Friday, December 20, 2013

President Obama doesn't want to defeat his opponents, he wants to co-opt them

I've always thought that this interview of President Obama with Jeffrey Goldberg on Israel and Iran contained subtexts that help us understand this president's overall strategy. Particularly revealing is how he talked about his approach with Iran.
I think it's entirely legitimate to say that this is a regime that does not share our worldview or our values. I do think...that as we look at how they operate and the decisions they've made over the past three decades, that they care about the regime's survival. They're sensitive to the opinions of the people and they are troubled by the isolation that they're experiencing. They know, for example, that when these kinds of sanctions are applied, it puts a world of hurt on them. They are able to make decisions based on trying to avoid bad outcomes from their perspective. So if they're presented with options that lead to either a lot of pain from their perspective, or potentially a better path, then there's no guarantee that they can't make a better decision.
I suspect that pretty well sums up President Obama's approach to his opponents in general. His goal is to set up a situation where its in their interests to cooperate with him. This is what drives some folks on the left positively batty...he doesn't want to defeat his opponents, he wants to co-opt them.

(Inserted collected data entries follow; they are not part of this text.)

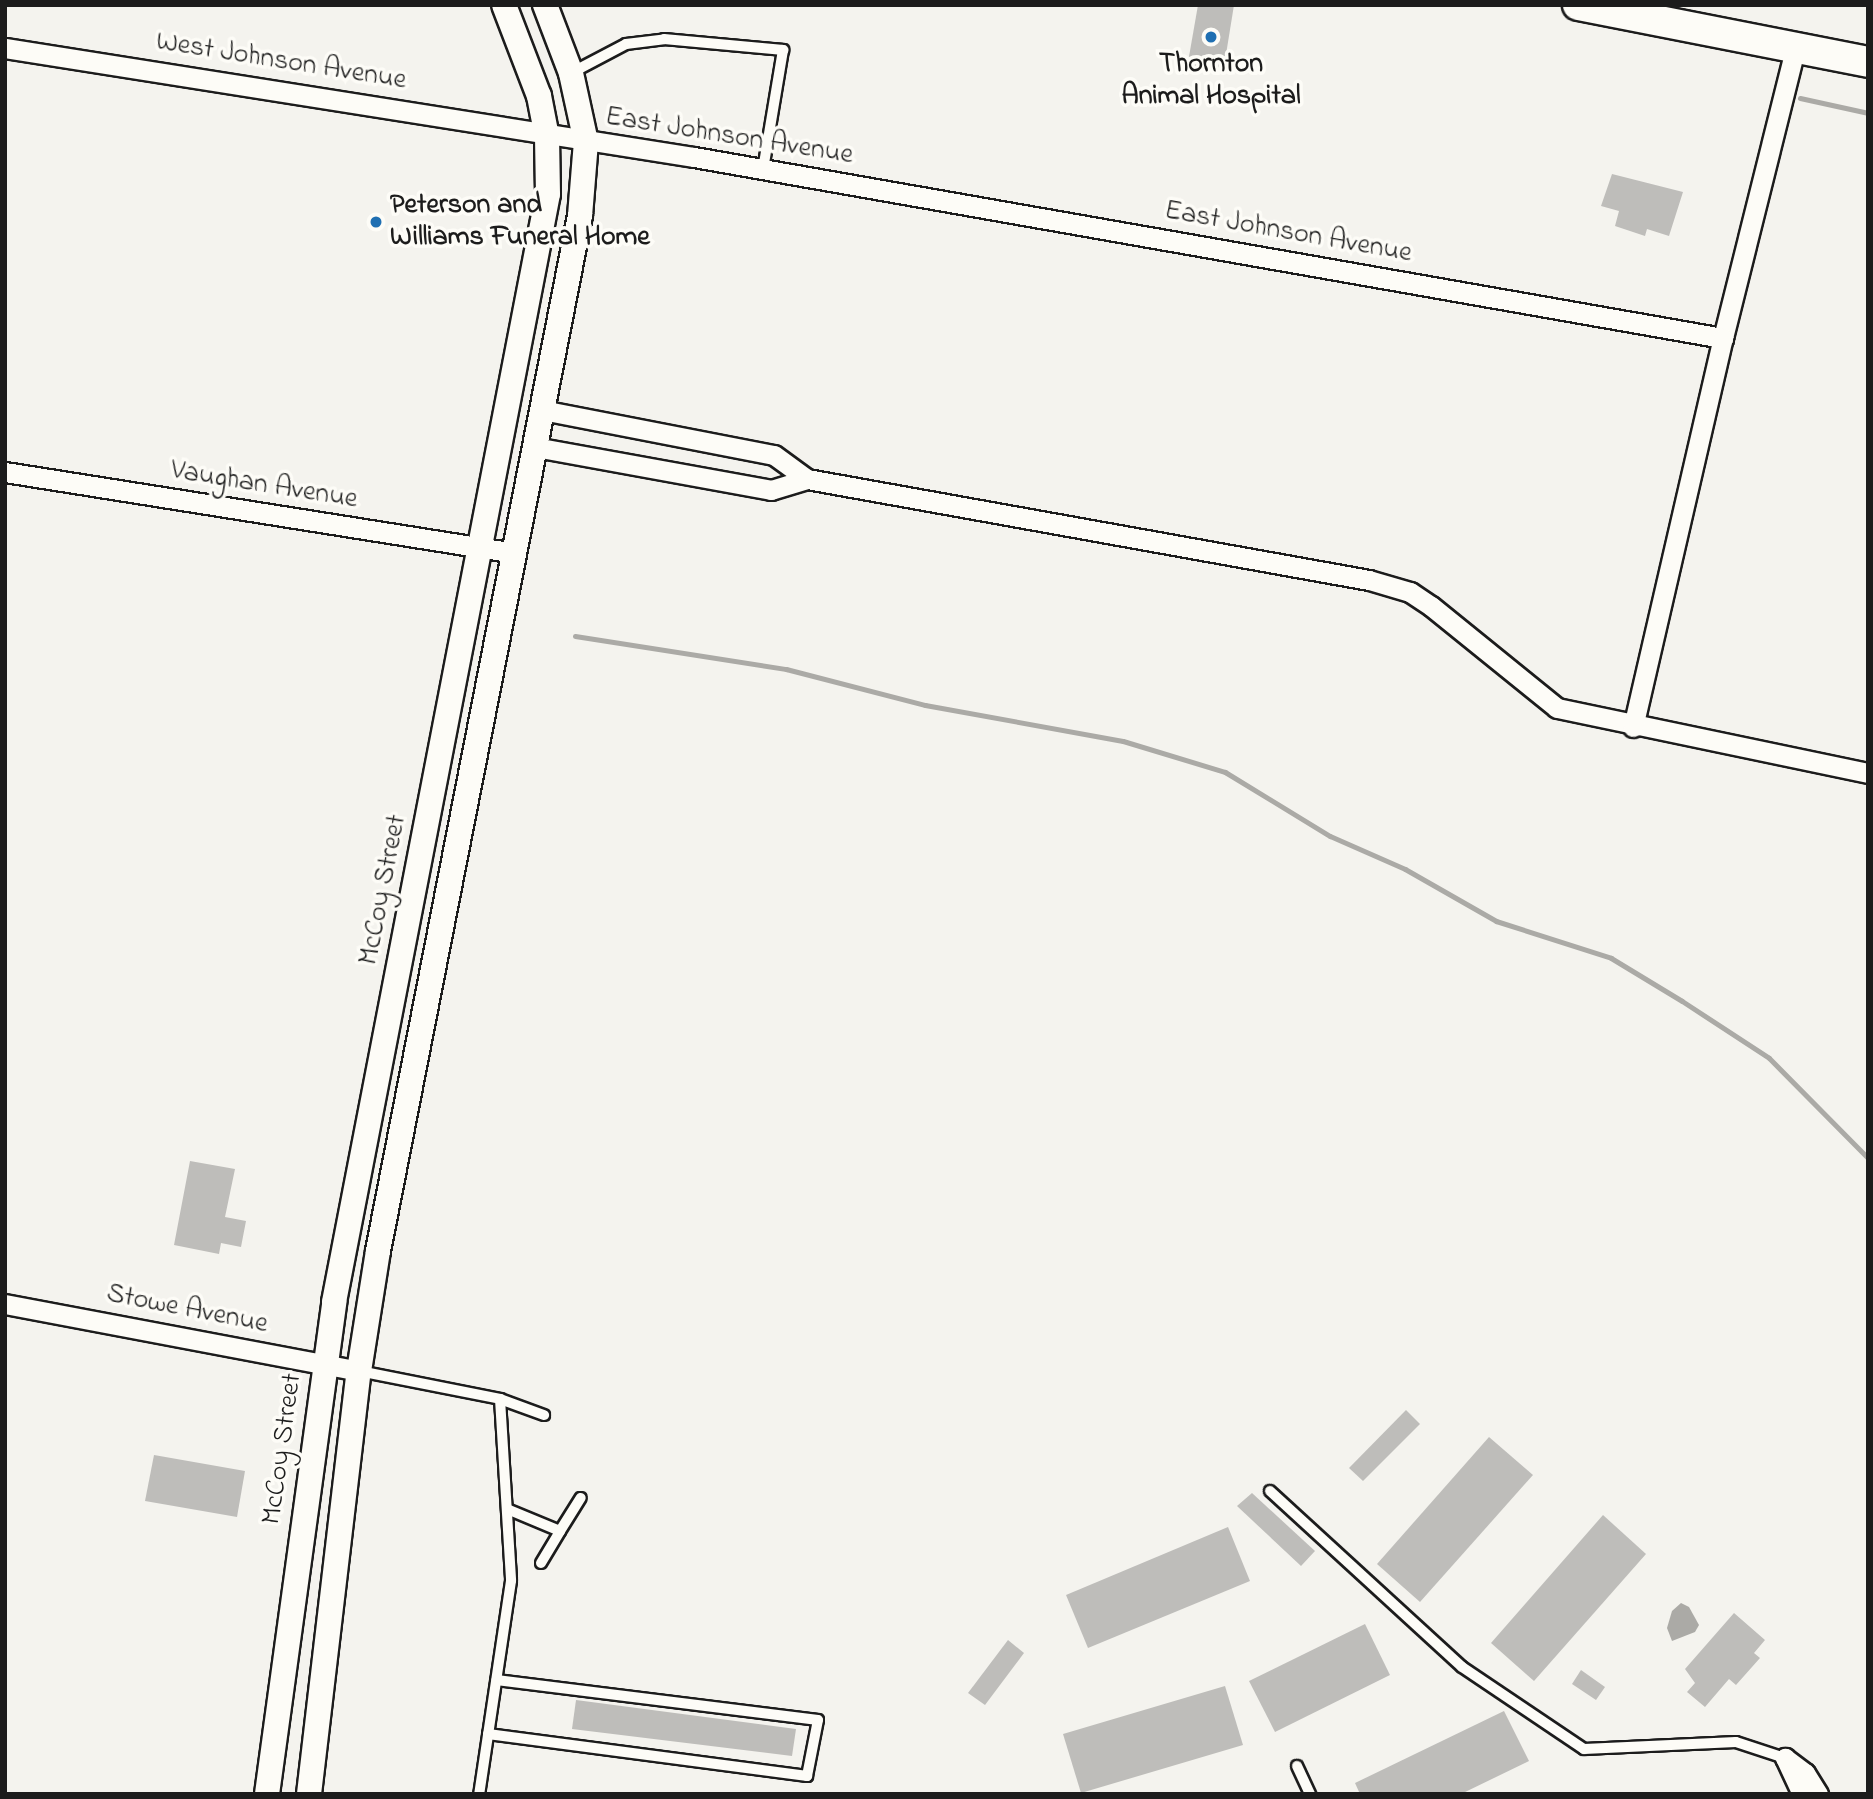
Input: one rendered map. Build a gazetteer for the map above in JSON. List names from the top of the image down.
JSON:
{
  "streets": {
    "street": [
      "West Johnson Avenue",
      "East Johnson Avenue",
      "Vaughan Avenue",
      "McCoy Street",
      "Stowe Avenue"
    ]
  },
  "crossings": [
    ["West Johnson Avenue", "East Johnson Avenue"],
    ["West Johnson Avenue", "McCoy Street"],
    ["East Johnson Avenue", "McCoy Street"],
    ["Vaughan Avenue", "McCoy Street"],
    ["McCoy Street", "Stowe Avenue"]
  ],
  "places": ["Thornton Animal Hospital", "Peterson and Williams Funeral Home"]
}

We've seen this strategy play out over and over again. Think, for example, about how he approached the issue of ending DADT. Perhaps you'll remember how angry GLBT activists got at him for not simply issuing an executive order. What the President did instead was to co-opt the military brass into pushing for its repeal.

Rather than fight the health insurance industry and the Republicans on healthcare reform (which is what led the Clinton's to defeat), President Obama bargained with the former - using a series of carrots and sticks that provided incentives for them to transform the system.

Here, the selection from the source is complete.